[Task description]: Among the lines below, keep only those from the one containing "M271 822 305" through the one containing "M0 362 80 374", and reproduce them exactly.

[Dataset excerpts]:

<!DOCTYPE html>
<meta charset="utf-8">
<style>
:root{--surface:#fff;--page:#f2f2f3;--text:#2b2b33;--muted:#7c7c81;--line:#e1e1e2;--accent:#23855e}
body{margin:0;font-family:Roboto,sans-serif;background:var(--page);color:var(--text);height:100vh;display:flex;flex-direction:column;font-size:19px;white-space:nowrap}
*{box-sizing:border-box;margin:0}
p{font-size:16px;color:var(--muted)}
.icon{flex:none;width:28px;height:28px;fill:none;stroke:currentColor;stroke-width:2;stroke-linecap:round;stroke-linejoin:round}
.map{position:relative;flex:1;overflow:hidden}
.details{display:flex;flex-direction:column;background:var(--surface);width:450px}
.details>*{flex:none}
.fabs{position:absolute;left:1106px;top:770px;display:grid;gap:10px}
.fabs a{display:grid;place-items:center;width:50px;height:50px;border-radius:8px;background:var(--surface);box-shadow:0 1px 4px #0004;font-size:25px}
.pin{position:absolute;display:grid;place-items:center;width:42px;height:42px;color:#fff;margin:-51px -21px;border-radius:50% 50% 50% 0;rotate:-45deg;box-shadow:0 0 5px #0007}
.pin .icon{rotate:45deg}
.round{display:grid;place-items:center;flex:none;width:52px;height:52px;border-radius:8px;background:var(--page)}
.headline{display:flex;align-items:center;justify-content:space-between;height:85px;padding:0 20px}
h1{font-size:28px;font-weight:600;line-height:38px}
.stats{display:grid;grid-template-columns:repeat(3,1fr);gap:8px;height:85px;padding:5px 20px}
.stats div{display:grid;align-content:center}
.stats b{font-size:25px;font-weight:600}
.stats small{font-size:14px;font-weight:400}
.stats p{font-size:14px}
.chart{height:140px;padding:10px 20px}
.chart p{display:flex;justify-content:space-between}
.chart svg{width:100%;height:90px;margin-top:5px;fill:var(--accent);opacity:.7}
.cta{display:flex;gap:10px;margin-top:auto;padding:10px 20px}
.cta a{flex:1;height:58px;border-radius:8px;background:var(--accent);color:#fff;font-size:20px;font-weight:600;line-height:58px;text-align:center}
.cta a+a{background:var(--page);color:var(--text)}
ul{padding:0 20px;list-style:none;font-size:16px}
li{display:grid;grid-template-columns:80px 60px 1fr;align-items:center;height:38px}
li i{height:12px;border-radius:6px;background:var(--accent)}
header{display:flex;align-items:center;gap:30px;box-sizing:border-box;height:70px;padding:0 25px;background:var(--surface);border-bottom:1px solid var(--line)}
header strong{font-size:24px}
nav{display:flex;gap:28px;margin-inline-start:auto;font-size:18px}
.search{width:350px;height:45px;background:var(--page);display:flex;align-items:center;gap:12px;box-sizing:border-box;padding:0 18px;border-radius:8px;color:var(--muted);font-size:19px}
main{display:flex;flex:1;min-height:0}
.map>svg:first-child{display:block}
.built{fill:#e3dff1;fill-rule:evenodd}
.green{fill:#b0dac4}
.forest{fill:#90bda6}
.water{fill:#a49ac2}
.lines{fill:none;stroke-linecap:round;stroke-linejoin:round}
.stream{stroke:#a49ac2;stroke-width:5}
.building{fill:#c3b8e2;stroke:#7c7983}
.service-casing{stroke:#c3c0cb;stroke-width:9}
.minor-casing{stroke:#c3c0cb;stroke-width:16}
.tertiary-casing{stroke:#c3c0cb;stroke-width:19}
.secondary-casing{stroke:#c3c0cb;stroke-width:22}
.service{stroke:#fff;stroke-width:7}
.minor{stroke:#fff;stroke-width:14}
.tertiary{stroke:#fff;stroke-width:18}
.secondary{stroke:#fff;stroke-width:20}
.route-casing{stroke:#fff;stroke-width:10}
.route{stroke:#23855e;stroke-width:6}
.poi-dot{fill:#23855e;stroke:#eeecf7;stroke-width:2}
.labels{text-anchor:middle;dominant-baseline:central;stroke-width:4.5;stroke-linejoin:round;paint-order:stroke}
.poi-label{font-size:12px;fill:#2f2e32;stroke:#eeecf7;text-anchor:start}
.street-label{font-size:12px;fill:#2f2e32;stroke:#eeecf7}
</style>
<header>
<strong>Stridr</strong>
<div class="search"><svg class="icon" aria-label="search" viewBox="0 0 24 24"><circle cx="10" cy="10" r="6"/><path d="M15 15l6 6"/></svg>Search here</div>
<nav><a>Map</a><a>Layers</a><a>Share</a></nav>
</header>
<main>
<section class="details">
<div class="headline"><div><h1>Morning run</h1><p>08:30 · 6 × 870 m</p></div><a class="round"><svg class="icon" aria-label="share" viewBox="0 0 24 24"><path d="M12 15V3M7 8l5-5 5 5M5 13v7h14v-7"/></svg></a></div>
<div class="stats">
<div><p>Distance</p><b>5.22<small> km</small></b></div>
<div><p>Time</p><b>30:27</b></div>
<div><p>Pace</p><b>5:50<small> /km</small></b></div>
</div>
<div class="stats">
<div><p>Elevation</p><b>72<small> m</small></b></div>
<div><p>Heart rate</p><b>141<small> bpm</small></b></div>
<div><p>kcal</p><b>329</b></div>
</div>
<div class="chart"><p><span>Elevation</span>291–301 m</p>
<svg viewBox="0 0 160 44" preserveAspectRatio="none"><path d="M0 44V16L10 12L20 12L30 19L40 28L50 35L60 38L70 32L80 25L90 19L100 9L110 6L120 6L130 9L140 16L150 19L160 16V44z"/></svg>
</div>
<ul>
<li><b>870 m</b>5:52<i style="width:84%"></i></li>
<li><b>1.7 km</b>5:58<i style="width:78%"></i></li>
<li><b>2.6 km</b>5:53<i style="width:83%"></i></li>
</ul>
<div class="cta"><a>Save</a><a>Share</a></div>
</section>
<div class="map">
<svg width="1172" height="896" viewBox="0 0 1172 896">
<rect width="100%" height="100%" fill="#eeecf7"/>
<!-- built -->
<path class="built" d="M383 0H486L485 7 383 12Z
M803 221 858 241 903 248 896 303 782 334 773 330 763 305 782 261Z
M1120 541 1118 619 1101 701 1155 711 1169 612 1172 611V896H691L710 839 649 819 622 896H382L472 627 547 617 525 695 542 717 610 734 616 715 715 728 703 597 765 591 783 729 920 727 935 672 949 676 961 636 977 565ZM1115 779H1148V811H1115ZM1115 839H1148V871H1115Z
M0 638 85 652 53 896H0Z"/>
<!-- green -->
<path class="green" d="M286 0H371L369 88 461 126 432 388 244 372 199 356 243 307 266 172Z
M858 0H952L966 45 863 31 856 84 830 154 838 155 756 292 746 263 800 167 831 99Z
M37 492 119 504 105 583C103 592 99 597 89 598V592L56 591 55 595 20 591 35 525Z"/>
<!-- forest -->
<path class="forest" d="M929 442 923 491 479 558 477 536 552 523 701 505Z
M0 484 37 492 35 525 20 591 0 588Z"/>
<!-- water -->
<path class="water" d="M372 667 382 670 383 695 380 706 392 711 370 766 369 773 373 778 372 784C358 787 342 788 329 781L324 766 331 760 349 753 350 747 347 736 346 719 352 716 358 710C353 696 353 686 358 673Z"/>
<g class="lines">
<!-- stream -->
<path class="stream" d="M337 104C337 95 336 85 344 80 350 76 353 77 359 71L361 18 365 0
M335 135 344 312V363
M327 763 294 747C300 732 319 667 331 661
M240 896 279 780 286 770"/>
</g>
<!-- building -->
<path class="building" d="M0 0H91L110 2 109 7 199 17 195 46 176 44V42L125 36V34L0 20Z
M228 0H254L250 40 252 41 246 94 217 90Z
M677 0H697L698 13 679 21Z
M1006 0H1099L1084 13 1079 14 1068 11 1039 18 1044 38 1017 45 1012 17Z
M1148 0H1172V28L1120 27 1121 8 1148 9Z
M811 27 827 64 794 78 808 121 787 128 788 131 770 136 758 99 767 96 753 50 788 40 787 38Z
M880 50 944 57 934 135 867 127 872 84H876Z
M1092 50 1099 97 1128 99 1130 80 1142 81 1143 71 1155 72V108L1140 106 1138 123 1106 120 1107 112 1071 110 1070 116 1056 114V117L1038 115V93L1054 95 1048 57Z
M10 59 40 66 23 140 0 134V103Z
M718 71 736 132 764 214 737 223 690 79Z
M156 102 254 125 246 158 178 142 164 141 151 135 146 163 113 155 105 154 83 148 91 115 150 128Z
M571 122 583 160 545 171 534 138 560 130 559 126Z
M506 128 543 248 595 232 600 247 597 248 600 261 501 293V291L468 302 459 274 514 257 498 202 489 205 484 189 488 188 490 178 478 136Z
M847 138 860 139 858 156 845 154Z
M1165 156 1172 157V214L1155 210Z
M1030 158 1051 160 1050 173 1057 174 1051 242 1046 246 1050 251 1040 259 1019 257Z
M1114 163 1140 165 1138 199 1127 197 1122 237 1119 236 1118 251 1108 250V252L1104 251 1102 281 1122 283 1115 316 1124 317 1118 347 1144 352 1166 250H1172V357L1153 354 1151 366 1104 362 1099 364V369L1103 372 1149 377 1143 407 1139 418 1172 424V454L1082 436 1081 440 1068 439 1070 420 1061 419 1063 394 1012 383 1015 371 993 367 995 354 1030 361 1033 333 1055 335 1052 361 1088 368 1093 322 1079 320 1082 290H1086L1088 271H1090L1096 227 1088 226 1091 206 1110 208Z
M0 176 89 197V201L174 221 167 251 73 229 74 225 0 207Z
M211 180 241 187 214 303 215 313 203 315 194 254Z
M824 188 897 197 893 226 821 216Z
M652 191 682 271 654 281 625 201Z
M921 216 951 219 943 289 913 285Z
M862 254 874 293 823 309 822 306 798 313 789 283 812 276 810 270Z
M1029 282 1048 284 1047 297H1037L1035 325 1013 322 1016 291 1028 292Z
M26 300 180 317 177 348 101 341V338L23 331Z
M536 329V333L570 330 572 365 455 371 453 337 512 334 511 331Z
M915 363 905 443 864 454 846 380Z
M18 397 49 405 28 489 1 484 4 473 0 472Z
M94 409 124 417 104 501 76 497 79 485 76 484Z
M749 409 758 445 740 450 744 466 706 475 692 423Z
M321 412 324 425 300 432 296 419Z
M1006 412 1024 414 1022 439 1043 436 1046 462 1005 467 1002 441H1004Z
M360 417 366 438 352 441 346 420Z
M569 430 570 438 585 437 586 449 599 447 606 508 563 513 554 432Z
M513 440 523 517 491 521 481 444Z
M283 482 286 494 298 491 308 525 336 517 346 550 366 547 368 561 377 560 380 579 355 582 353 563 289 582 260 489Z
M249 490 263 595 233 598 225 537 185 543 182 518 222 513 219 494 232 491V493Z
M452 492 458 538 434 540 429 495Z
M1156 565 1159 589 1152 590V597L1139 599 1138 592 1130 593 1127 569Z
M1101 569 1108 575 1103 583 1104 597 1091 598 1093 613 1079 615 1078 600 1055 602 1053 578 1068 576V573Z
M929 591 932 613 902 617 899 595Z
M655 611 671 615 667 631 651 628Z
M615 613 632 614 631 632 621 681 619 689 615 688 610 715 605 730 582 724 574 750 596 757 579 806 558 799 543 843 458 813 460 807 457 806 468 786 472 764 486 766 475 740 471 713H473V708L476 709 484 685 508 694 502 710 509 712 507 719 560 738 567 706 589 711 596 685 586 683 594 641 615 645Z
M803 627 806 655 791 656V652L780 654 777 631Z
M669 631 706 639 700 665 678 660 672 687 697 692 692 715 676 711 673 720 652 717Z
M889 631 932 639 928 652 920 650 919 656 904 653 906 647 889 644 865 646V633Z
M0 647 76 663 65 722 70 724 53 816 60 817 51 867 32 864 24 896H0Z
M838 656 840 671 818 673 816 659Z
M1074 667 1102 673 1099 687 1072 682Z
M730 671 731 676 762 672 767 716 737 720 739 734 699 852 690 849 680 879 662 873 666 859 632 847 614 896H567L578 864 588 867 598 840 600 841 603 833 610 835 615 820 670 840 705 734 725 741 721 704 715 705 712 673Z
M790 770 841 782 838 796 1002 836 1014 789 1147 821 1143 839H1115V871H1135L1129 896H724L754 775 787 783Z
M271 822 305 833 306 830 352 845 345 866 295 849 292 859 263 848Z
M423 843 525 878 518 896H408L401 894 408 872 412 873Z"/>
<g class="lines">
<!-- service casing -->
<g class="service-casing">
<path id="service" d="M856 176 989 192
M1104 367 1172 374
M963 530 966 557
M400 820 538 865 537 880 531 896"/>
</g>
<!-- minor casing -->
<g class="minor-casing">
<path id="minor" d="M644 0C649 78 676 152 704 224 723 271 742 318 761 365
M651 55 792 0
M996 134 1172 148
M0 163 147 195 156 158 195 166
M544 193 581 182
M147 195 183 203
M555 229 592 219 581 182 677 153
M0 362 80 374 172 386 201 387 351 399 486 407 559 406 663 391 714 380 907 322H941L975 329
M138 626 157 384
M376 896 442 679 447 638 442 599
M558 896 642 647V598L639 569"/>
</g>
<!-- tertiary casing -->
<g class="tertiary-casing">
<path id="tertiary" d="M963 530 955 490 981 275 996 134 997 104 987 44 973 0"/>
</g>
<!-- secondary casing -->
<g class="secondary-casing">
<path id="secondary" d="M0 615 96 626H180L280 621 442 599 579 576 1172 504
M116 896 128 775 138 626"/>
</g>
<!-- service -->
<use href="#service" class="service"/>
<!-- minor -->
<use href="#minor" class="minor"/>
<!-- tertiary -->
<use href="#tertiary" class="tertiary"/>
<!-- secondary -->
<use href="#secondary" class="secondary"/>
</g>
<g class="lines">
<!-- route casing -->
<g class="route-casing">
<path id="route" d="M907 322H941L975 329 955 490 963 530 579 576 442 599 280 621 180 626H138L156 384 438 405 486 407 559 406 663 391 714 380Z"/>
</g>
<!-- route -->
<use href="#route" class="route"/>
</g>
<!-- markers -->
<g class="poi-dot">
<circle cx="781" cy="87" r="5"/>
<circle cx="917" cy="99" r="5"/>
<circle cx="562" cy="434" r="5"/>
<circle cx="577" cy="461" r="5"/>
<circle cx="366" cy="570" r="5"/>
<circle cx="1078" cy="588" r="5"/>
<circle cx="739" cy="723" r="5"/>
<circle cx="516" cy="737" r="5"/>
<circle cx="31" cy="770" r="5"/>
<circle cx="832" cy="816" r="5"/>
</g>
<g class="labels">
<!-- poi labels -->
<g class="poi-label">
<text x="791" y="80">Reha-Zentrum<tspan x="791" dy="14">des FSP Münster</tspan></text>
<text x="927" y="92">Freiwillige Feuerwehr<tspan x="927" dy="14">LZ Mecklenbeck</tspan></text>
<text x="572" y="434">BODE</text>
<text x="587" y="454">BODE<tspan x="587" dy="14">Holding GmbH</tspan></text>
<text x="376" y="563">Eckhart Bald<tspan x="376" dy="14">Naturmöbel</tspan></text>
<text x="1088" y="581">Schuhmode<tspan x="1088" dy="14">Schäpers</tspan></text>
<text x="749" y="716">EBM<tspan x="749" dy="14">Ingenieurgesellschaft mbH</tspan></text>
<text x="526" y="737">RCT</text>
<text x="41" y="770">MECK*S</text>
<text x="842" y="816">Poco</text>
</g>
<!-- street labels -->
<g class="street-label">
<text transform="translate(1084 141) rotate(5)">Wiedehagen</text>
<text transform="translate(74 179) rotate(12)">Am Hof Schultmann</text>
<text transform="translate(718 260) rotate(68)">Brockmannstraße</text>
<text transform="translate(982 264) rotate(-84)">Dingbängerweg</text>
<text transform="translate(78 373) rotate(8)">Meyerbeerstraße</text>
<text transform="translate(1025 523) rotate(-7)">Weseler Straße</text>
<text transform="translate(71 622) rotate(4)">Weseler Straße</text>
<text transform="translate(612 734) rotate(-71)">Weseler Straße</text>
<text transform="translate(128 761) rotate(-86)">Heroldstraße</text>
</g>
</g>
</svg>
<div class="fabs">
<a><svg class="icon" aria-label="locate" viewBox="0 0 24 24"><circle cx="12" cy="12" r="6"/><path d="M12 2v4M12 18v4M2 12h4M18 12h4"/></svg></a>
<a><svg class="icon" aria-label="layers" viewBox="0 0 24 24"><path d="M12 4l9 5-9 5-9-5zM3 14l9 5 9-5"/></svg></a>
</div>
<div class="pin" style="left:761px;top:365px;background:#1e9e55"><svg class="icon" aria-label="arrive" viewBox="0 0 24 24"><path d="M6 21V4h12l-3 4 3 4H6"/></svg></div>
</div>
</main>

[Exercise solution]:
M271 822 305 833 306 830 352 845 345 866 295 849 292 859 263 848Z
M423 843 525 878 518 896H408L401 894 408 872 412 873Z"/>
<g class="lines">
<!-- service casing -->
<g class="service-casing">
<path id="service" d="M856 176 989 192
M1104 367 1172 374
M963 530 966 557
M400 820 538 865 537 880 531 896"/>
</g>
<!-- minor casing -->
<g class="minor-casing">
<path id="minor" d="M644 0C649 78 676 152 704 224 723 271 742 318 761 365
M651 55 792 0
M996 134 1172 148
M0 163 147 195 156 158 195 166
M544 193 581 182
M147 195 183 203
M555 229 592 219 581 182 677 153
M0 362 80 374 172 386 201 387 351 399 486 407 559 406 663 391 714 380 907 322H941L975 329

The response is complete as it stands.